[Stored records]
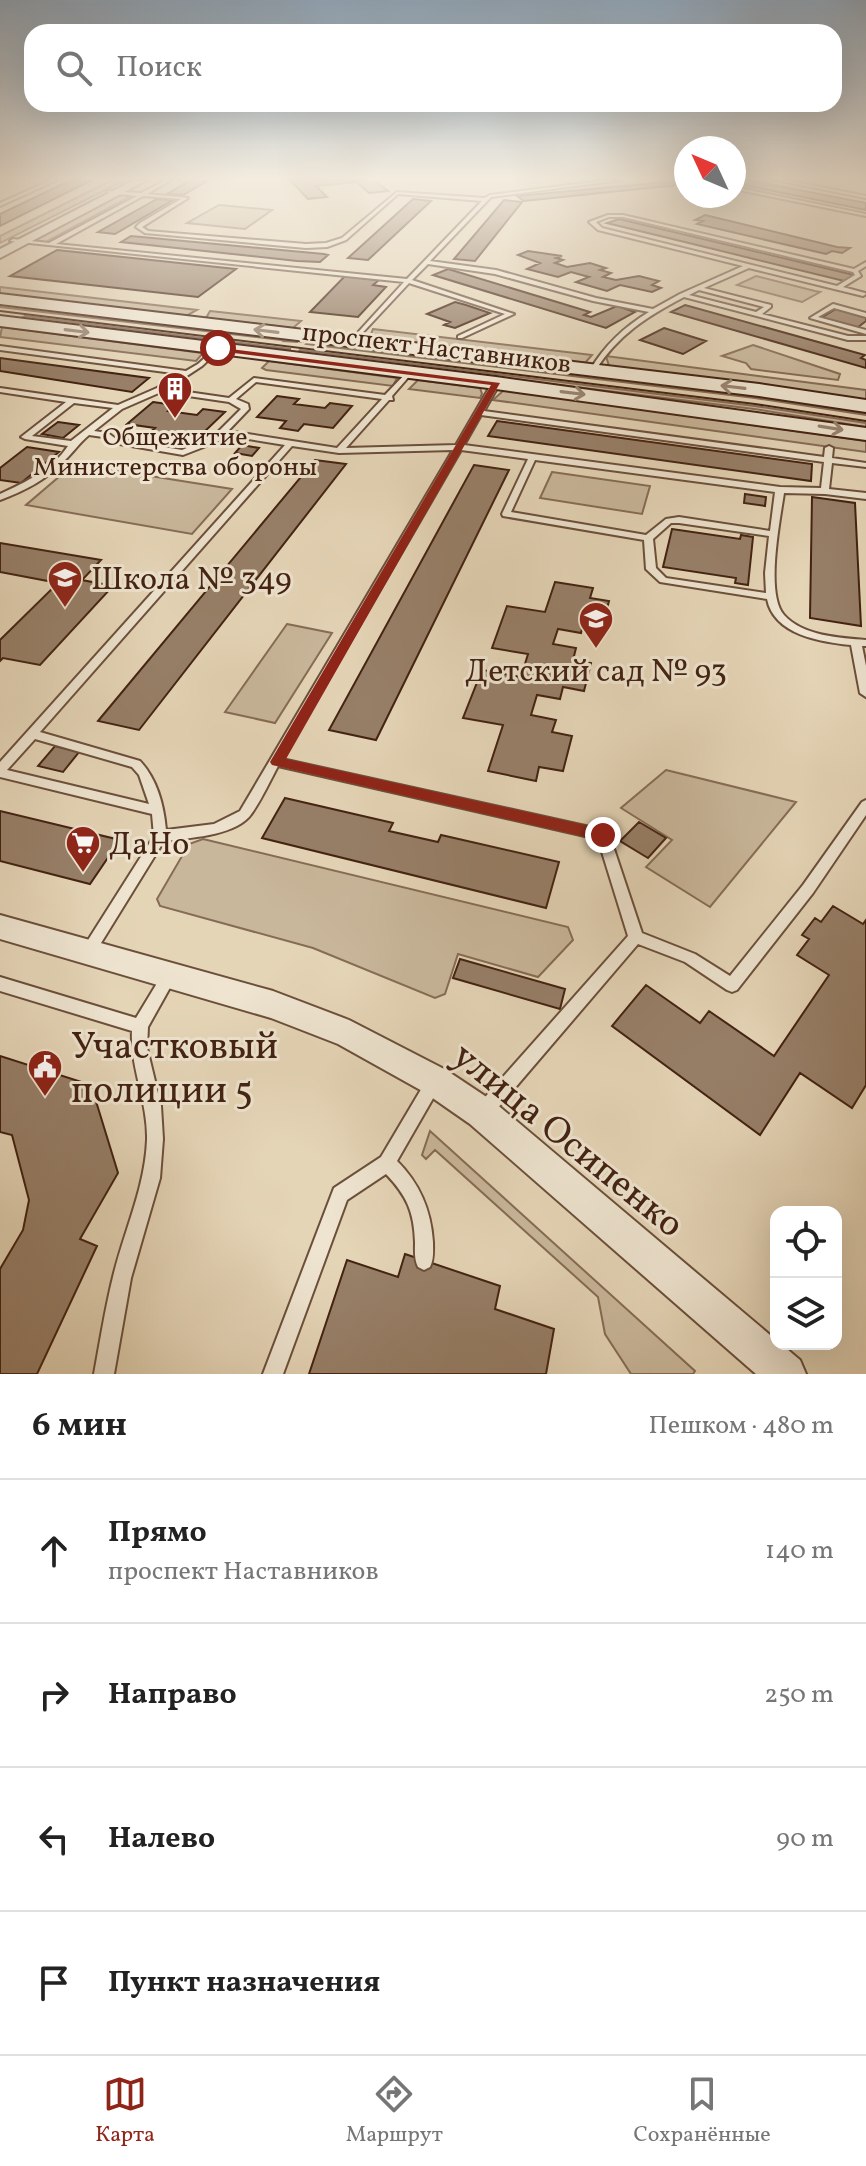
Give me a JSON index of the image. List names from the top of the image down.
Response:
{
  "streets": {
    "main road": ["проспект Наставников"],
    "street": ["улица Осипенко"]
  },
  "places": {
    "building": ["Общежитие Министерства обороны"],
    "school or university": ["Школа № 349", "Детский сад № 93"],
    "supermarket": ["ДаНо"],
    "public building": ["Участковый полиции 5"]
  },
  "north": "top left",
  "page": {
    "search": "Поиск",
    "heading": ["6 мин", "Пешком · 480 m"],
    "list": [
      ["Прямо", "проспект Наставников", "140 m"],
      ["Направо", "250 m"],
      ["Налево", "90 m"],
      "Пункт назначения"
    ],
    "nav": ["Карта", "Маршрут", "Сохранённые"]
  }
}
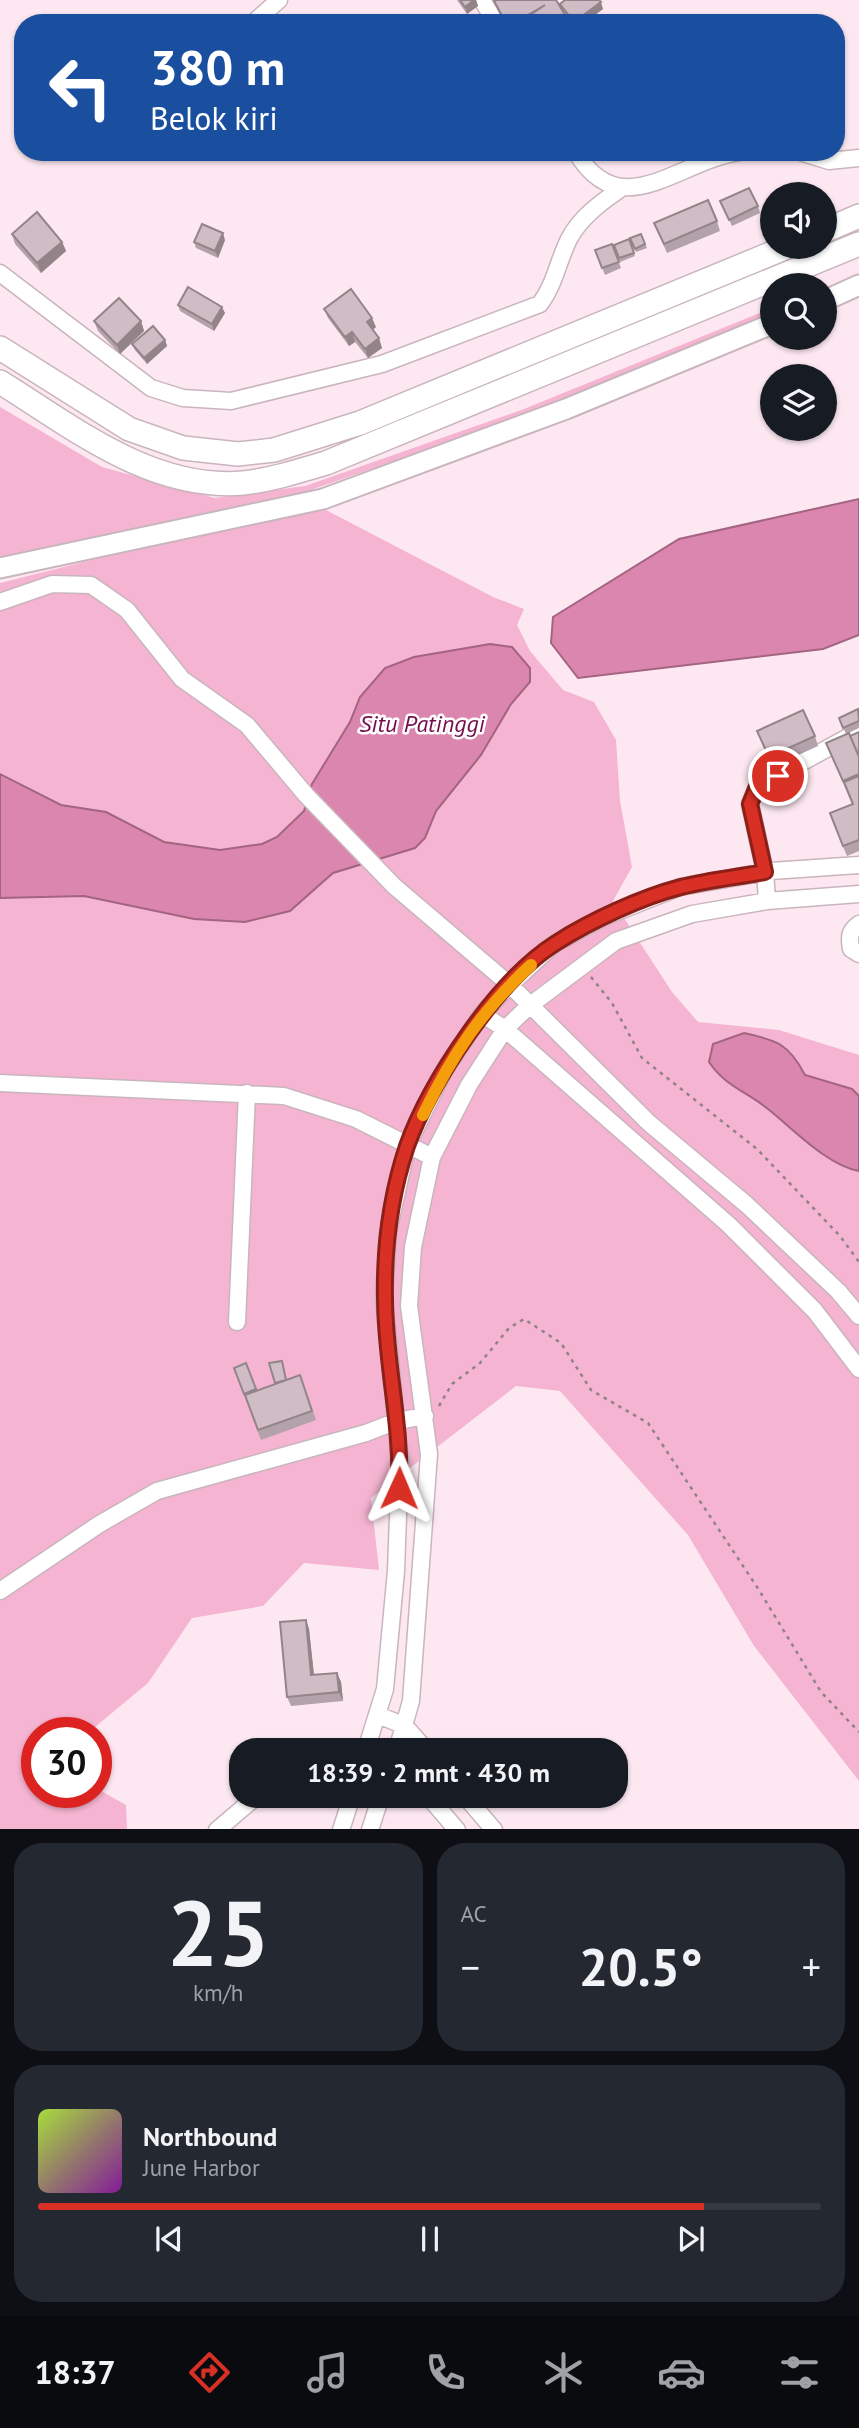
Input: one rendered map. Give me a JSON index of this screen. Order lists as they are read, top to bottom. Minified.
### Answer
{"water":["Situ Patinggi"],"page":{"turn":["380 m","Belok kiri"],"limit":"30","trip":"18:39 · 2 mnt · 430 m","tile":[["25","km/h"],"AC"],"heat":["−","20.5°","+"],"song":["Northbound","June Harbor"],"tabs":"18:37"}}
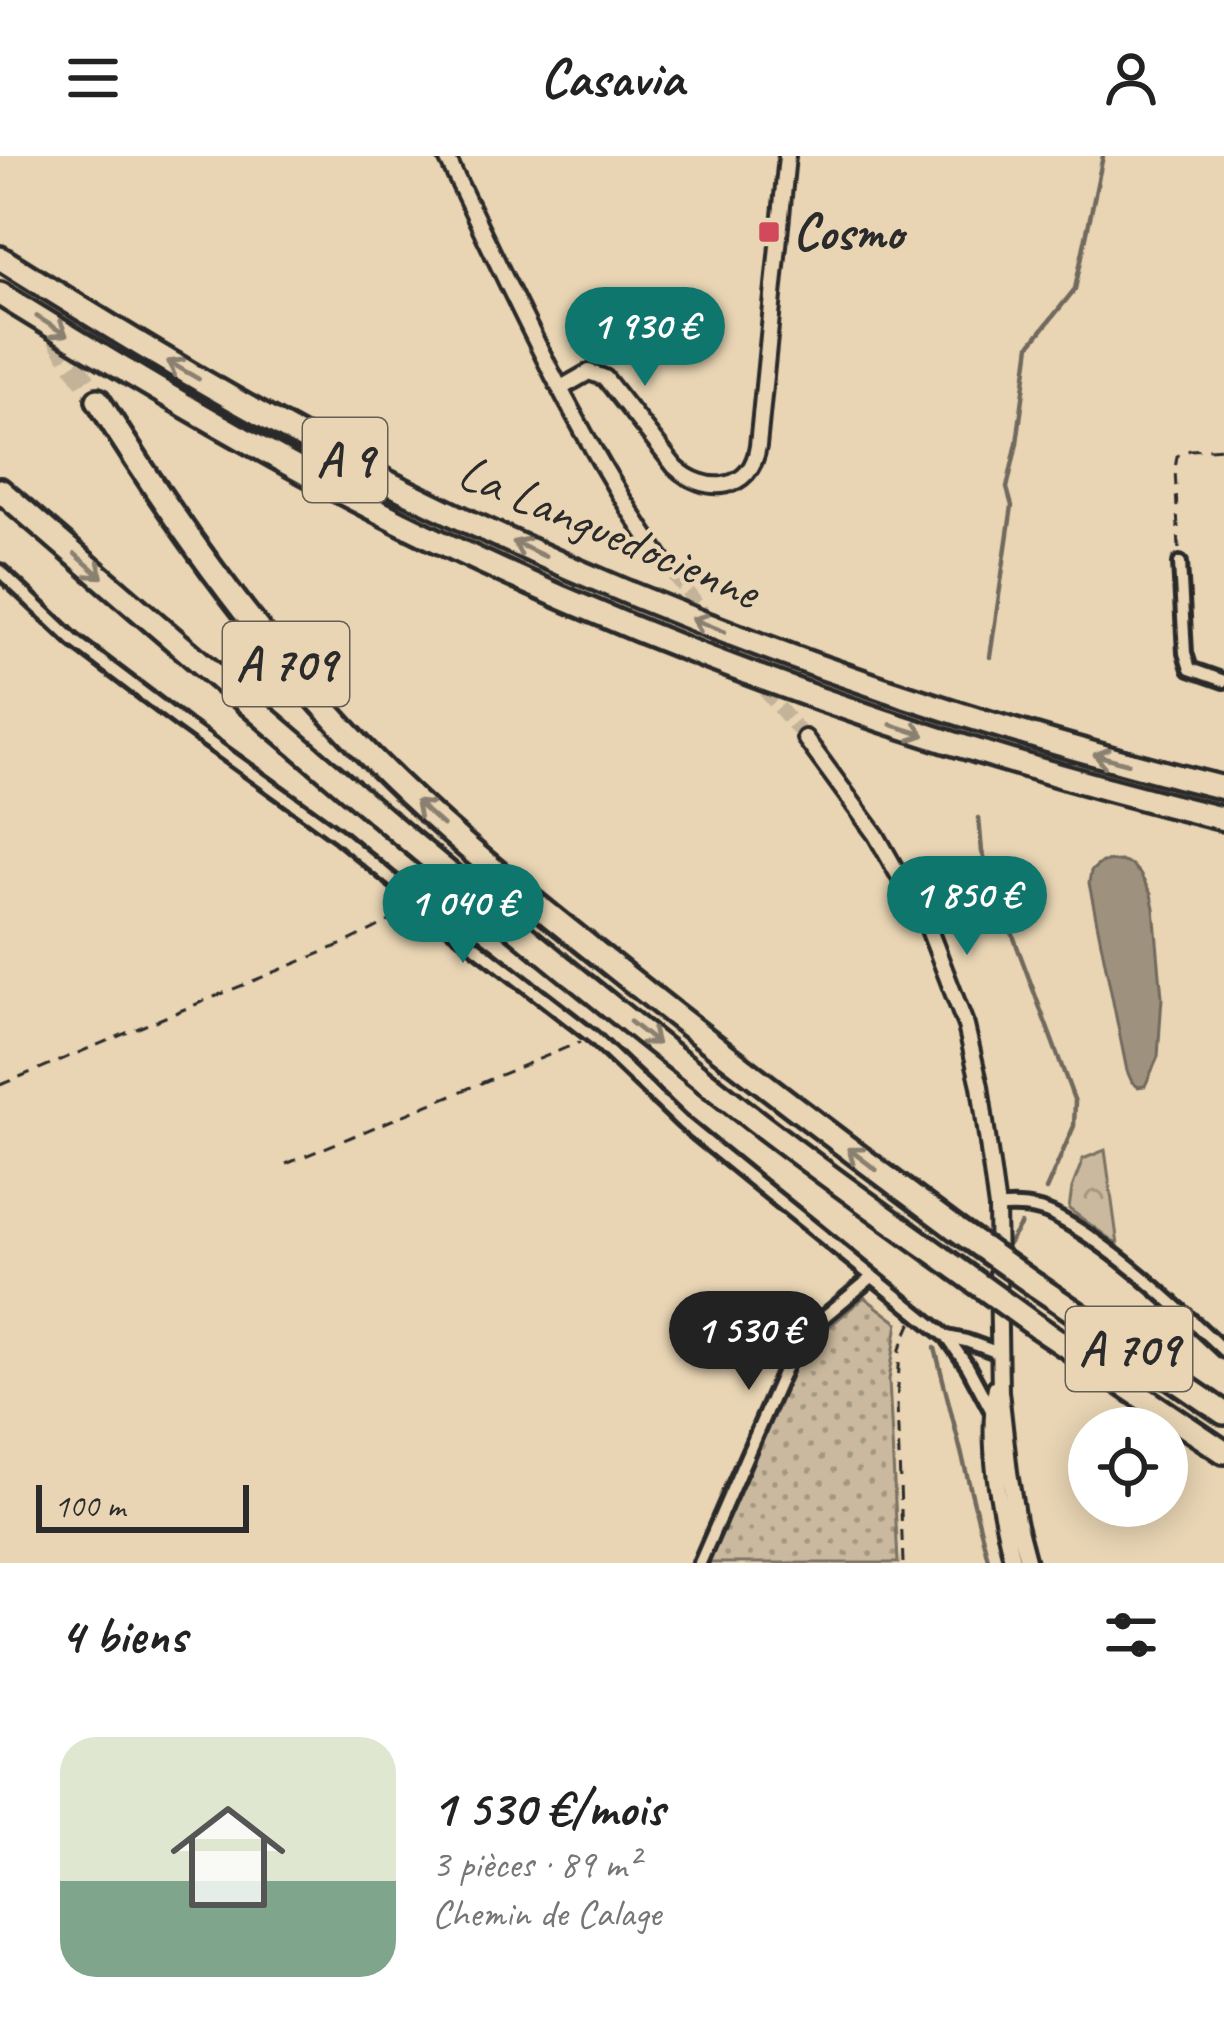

Task directions:
Using only the data above, copy out the lines that include the word "Give".

Result:
Give me a JSON index of the image. List names from the top of the image down.
Input: one rendered map. Give me a JSON index of this screen. Order lists as they are read, top to bottom. Minified.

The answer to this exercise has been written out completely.